Problem details
Gather every line in the records below that contains the word "textBaseline".

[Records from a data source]
= = = =

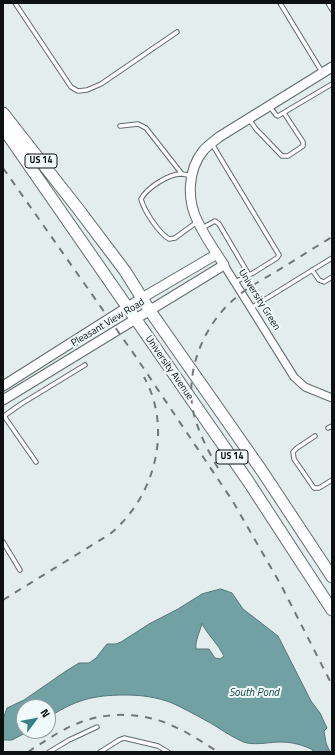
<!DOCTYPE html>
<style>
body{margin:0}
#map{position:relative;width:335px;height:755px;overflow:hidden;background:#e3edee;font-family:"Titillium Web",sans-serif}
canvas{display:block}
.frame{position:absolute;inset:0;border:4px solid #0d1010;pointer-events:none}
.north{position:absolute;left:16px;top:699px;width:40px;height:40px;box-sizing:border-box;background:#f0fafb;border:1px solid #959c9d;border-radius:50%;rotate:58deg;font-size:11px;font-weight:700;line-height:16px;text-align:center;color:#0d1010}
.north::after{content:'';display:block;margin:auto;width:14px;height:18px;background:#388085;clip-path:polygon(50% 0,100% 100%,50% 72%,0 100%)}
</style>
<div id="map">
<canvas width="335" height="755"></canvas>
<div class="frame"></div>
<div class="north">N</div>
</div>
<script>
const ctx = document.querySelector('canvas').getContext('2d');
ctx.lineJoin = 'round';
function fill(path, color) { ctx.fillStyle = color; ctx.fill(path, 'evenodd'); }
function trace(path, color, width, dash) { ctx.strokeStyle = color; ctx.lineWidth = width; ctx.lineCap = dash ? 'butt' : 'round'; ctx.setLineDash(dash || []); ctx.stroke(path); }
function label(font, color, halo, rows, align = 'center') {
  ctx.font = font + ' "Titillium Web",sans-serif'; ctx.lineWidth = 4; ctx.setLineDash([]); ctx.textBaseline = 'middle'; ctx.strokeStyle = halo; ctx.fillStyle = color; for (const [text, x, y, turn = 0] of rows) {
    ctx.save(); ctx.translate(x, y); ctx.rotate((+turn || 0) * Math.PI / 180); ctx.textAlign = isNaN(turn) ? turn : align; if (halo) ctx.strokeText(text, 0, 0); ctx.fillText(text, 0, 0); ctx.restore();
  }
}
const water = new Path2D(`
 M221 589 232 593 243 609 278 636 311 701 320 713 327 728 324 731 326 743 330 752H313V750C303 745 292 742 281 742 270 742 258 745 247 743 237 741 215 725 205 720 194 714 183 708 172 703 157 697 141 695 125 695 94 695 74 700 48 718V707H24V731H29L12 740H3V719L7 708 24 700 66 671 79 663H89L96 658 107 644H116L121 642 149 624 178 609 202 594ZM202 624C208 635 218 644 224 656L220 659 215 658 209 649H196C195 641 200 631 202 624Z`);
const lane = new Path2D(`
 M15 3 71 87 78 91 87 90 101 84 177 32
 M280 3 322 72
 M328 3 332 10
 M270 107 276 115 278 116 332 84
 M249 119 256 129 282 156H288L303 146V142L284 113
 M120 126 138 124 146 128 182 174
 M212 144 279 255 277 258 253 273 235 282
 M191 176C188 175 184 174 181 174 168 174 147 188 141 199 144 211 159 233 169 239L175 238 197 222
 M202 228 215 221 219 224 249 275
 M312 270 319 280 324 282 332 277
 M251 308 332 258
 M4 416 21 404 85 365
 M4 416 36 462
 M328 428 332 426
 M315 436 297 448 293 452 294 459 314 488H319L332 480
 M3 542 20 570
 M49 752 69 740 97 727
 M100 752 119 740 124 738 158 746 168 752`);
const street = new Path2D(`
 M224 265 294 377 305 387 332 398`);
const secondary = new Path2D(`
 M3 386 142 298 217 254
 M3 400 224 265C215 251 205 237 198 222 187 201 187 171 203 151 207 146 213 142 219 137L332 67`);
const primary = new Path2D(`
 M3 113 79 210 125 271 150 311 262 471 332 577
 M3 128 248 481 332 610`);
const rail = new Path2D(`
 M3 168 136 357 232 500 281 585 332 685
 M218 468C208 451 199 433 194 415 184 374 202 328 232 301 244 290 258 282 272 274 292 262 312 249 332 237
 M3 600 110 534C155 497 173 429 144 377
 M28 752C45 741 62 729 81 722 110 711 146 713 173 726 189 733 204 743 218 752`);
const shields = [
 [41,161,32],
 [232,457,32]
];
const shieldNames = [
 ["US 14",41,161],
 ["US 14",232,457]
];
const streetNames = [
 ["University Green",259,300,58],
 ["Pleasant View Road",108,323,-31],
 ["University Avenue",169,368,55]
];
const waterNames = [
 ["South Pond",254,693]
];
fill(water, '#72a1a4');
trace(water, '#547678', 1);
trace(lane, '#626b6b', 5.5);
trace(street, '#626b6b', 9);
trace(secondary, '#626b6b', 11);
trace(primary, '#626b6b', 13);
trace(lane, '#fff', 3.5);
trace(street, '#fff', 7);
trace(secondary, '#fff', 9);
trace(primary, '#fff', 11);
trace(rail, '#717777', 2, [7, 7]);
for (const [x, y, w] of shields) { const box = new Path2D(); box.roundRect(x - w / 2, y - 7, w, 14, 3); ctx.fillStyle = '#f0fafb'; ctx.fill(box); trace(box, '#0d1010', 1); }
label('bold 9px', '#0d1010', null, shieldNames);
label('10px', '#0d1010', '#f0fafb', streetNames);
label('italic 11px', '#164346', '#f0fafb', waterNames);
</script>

= = = =

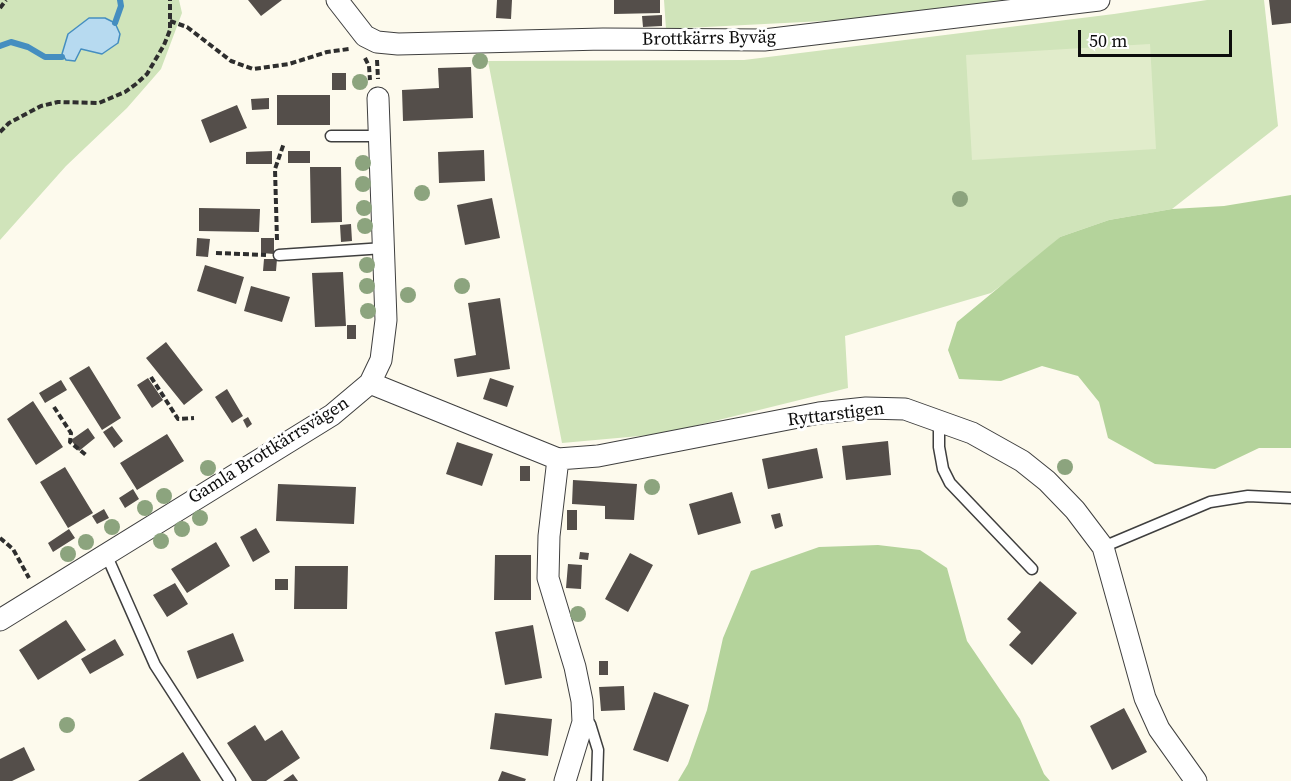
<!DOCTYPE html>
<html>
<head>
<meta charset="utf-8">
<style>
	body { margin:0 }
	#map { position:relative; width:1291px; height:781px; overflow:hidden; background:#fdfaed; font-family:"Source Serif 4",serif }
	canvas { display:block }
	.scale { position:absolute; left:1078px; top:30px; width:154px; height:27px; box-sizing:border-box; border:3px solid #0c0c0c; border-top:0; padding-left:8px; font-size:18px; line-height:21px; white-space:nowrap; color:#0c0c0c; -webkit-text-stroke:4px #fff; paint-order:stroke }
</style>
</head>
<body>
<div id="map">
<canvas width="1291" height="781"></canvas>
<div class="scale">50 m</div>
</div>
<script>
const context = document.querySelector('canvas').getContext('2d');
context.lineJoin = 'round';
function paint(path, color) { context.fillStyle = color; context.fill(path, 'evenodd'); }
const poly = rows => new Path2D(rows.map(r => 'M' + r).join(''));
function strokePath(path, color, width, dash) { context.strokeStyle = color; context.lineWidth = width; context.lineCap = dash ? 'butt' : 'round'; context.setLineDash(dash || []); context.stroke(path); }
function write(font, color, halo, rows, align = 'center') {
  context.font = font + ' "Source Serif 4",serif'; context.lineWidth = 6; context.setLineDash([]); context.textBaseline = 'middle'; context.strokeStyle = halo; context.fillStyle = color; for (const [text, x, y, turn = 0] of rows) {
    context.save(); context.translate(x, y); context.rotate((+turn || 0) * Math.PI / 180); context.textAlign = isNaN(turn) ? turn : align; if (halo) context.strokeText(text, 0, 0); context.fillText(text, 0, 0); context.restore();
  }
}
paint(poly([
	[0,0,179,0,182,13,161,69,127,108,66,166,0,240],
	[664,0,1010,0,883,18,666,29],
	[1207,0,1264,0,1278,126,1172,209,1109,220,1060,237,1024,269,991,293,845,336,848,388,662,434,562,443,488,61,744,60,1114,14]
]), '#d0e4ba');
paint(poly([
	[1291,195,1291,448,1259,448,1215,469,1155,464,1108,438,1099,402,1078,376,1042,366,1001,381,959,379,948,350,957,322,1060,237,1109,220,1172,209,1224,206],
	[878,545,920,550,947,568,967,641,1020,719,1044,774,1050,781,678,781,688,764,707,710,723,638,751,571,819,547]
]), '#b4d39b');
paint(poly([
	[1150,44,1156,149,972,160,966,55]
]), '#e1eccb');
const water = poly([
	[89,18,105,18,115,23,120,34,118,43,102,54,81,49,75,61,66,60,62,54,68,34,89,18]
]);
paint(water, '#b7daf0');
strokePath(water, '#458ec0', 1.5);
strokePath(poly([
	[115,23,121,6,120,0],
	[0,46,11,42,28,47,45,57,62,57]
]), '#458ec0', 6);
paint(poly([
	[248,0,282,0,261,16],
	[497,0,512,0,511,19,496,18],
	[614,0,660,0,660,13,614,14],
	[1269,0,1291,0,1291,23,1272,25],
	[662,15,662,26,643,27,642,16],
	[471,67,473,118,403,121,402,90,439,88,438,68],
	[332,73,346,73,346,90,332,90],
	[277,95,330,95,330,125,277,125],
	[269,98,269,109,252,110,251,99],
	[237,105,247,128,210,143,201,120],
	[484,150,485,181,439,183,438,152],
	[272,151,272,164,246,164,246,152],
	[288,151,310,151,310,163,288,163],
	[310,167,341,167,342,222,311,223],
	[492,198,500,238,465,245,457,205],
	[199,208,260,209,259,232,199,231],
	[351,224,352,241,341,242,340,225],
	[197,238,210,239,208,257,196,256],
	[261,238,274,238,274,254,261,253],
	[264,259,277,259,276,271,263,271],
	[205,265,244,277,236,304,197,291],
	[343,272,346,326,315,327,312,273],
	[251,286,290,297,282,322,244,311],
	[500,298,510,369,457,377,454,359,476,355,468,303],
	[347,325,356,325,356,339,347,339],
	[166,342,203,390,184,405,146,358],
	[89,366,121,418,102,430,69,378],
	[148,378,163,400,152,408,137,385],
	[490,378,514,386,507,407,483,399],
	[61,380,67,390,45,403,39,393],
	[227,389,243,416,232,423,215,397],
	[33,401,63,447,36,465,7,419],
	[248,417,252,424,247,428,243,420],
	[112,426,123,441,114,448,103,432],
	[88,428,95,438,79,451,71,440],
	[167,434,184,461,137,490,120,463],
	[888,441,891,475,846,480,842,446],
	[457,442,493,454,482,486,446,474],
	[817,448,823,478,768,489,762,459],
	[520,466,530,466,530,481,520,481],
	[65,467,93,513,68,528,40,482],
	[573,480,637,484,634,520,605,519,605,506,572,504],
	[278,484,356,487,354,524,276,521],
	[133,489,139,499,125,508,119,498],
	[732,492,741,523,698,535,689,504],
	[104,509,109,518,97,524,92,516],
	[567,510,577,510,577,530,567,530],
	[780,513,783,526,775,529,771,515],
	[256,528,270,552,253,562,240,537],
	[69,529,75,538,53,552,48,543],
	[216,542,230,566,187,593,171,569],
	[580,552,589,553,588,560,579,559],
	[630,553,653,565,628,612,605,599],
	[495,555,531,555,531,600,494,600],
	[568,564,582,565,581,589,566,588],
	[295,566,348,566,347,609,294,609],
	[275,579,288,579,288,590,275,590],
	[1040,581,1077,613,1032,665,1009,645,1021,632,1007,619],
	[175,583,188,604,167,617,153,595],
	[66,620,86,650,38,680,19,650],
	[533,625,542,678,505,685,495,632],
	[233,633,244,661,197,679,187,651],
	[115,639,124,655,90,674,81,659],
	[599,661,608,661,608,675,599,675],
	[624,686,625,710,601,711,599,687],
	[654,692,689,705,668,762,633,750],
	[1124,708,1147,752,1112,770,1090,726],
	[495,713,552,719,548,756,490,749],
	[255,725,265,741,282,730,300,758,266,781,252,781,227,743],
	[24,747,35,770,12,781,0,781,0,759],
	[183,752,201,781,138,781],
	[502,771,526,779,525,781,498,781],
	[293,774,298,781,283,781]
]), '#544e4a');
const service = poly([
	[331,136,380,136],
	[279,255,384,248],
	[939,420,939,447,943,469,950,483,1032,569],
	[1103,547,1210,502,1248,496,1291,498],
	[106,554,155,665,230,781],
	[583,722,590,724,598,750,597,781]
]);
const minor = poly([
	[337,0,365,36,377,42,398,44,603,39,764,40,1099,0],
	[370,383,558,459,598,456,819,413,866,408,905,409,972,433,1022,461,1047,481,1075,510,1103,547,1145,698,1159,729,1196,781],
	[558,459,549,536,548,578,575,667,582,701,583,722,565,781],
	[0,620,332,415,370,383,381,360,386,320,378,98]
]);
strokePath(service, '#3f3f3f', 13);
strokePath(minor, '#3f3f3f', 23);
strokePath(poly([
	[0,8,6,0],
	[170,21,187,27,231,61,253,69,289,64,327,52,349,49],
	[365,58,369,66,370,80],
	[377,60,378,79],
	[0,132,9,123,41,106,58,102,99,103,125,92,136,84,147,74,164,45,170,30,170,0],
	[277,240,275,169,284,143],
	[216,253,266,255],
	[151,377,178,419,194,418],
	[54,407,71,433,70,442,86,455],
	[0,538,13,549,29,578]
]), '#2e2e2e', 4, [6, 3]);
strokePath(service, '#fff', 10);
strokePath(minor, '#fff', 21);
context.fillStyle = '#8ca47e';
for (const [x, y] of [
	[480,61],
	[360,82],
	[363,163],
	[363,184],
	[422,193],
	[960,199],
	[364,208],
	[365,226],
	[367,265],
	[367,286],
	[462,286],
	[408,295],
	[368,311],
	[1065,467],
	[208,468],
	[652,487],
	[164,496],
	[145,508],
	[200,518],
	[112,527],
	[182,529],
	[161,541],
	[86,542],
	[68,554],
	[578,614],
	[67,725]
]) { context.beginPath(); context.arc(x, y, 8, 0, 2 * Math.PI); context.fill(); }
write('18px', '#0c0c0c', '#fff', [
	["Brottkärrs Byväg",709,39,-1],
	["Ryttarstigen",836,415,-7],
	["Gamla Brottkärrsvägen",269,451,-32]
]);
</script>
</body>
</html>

= = = =

Problem solution
  ctx.font = font + ' "Titillium Web",sans-serif'; ctx.lineWidth = 4; ctx.setLineDash([]); ctx.textBaseline = 'middle'; ctx.strokeStyle = halo; ctx.fillStyle = color; for (const [text, x, y, turn = 0] of rows) {
  context.font = font + ' "Source Serif 4",serif'; context.lineWidth = 6; context.setLineDash([]); context.textBaseline = 'middle'; context.strokeStyle = halo; context.fillStyle = color; for (const [text, x, y, turn = 0] of rows) {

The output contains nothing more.